From the records below, return every line containing the word "cycleway".

------ Data records ------

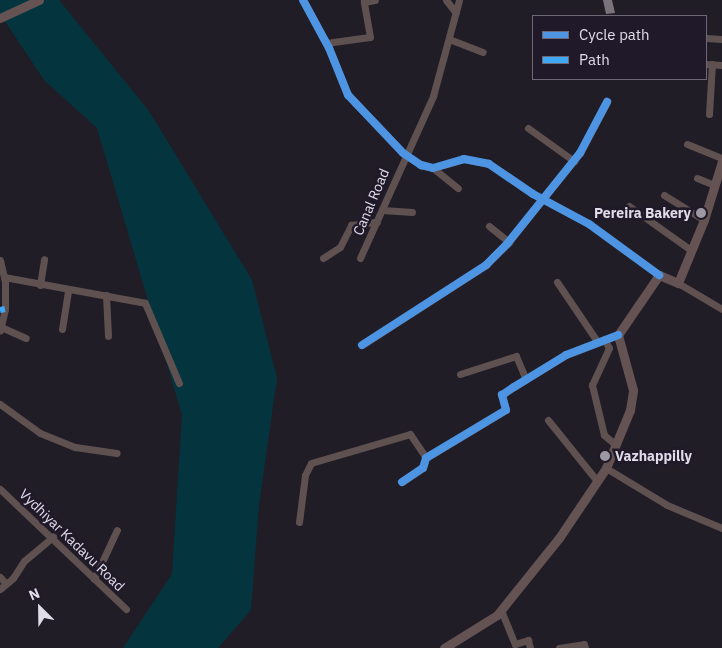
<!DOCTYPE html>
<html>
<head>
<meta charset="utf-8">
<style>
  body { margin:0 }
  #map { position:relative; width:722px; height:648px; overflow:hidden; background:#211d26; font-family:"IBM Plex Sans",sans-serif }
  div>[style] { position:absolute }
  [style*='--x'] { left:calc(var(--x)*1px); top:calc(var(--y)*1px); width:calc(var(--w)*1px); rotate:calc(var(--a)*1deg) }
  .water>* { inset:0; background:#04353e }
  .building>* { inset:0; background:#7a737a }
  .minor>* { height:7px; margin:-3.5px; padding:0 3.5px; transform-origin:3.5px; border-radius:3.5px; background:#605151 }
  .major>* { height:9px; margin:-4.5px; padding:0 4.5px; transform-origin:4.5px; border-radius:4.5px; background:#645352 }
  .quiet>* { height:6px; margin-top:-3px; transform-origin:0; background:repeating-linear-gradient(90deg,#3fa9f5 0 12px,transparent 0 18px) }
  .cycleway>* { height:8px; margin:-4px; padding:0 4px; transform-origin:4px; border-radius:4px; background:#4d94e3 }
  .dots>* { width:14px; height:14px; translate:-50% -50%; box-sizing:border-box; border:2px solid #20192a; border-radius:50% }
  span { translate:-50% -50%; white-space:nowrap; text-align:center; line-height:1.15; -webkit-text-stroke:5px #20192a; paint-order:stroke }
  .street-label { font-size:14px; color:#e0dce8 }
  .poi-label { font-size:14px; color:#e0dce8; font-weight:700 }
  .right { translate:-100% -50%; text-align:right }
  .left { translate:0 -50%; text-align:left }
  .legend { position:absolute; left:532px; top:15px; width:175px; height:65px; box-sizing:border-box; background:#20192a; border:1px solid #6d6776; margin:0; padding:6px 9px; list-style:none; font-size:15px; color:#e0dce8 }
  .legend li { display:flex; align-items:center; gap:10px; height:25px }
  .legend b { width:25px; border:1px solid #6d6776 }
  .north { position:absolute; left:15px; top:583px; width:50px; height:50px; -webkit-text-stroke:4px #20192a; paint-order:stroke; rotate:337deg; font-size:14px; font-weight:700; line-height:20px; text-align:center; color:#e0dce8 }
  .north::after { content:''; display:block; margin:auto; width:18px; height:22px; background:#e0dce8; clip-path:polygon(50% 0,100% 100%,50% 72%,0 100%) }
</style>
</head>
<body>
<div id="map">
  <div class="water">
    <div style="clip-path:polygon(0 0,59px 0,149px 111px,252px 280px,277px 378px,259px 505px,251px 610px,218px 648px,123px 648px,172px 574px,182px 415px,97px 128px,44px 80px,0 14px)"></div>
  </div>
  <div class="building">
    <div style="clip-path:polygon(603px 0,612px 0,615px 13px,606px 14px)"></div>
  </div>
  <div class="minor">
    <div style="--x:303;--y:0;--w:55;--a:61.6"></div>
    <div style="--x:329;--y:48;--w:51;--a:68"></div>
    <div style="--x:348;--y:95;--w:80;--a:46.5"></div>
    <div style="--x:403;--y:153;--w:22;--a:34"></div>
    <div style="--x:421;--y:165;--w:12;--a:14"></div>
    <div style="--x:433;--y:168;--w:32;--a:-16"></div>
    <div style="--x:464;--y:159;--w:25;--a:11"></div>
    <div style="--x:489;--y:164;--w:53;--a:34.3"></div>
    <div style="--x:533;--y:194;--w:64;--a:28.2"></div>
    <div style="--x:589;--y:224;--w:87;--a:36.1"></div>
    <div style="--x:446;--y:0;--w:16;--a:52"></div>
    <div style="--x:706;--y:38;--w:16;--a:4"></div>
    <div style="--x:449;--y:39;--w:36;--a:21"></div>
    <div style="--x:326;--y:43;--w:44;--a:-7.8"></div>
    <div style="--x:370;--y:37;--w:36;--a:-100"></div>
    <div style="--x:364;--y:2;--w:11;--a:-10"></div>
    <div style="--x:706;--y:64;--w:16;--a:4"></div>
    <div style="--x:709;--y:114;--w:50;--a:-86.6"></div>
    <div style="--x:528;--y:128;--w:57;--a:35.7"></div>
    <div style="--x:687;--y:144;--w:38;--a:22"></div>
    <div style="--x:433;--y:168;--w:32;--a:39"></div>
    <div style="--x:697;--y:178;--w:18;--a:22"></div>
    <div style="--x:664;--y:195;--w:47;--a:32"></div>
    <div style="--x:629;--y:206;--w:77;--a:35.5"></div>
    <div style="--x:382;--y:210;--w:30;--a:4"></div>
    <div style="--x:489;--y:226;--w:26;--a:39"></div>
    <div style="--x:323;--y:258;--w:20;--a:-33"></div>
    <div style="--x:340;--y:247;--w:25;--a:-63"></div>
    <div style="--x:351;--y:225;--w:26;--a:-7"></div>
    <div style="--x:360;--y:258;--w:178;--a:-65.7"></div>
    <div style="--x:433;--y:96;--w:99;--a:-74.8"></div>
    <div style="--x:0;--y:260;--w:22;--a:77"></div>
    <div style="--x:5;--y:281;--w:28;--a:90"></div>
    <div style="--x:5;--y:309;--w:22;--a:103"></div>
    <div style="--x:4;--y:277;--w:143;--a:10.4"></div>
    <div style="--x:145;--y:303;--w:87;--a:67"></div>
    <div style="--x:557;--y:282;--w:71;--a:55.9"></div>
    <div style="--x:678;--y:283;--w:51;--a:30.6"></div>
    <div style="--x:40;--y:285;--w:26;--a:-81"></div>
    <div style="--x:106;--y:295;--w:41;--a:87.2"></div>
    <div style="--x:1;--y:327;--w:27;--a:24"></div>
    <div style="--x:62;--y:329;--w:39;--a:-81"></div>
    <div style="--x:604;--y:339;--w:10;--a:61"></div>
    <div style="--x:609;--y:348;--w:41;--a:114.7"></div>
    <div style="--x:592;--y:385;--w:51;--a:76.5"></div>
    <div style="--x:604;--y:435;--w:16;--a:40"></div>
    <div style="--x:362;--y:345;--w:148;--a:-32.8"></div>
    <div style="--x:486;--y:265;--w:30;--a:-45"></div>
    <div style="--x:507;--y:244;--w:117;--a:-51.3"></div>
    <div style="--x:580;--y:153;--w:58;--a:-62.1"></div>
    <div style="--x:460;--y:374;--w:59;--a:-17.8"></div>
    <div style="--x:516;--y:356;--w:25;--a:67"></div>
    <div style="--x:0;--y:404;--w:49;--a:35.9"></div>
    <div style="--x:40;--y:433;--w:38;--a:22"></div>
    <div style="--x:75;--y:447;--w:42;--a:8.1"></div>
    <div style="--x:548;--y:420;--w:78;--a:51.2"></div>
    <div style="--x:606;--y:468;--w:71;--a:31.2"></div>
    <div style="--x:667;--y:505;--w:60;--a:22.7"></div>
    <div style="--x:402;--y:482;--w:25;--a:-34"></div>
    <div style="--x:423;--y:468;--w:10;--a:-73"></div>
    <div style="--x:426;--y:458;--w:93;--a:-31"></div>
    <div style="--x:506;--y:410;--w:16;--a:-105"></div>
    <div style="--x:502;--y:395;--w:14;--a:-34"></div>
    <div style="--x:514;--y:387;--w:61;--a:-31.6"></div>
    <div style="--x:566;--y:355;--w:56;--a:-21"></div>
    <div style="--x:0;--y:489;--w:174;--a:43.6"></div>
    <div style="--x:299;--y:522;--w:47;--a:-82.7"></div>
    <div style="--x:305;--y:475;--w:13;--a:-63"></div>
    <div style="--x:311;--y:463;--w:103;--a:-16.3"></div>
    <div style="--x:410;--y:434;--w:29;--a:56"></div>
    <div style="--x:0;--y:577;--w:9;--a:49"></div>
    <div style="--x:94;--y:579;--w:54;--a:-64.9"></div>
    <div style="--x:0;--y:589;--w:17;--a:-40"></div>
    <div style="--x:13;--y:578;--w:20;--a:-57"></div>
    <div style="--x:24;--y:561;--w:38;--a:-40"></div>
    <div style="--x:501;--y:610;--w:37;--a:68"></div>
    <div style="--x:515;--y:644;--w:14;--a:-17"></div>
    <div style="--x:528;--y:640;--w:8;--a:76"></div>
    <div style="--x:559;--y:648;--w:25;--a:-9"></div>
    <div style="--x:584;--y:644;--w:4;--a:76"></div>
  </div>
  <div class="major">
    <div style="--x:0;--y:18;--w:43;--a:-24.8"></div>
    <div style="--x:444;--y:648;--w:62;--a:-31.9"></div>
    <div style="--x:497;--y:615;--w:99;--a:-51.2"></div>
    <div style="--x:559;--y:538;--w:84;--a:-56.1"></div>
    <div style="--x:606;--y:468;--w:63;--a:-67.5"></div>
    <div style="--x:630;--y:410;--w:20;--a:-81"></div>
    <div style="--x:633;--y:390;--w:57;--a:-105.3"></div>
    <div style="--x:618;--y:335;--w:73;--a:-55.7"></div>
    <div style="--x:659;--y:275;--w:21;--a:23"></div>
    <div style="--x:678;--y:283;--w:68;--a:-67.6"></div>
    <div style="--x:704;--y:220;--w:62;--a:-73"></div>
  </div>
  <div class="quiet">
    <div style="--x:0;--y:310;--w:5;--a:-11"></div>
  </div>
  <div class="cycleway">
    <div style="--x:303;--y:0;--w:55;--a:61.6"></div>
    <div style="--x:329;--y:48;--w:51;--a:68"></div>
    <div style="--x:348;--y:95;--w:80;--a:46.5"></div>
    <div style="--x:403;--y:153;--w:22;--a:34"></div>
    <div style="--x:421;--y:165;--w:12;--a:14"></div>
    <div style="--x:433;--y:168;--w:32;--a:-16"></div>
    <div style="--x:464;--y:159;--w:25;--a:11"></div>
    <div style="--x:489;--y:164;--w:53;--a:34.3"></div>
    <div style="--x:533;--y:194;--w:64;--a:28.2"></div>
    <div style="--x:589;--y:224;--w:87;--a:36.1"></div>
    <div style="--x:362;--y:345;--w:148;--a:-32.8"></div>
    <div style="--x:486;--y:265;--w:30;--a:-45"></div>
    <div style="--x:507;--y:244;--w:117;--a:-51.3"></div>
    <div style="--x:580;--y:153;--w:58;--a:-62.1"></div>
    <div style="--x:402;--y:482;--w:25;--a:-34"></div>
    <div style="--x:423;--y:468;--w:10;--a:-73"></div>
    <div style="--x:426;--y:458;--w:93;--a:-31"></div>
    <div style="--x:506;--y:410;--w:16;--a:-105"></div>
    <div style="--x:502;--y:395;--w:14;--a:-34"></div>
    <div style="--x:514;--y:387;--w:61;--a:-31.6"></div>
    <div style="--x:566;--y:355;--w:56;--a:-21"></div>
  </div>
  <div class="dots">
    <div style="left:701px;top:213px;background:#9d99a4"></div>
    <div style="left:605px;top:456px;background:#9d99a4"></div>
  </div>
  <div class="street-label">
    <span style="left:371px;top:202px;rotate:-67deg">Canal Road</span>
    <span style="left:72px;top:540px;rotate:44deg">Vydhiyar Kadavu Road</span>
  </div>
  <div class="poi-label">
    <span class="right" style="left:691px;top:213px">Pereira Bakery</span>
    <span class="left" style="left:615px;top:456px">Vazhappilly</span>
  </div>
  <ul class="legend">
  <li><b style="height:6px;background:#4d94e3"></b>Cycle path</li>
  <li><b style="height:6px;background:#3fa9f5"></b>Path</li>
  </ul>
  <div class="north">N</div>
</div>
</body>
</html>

------

◆ Task result:
  .cycleway>* { height:8px; margin:-4px; padding:0 4px; transform-origin:4px; border-radius:4px; background:#4d94e3 }
  <div class="cycleway">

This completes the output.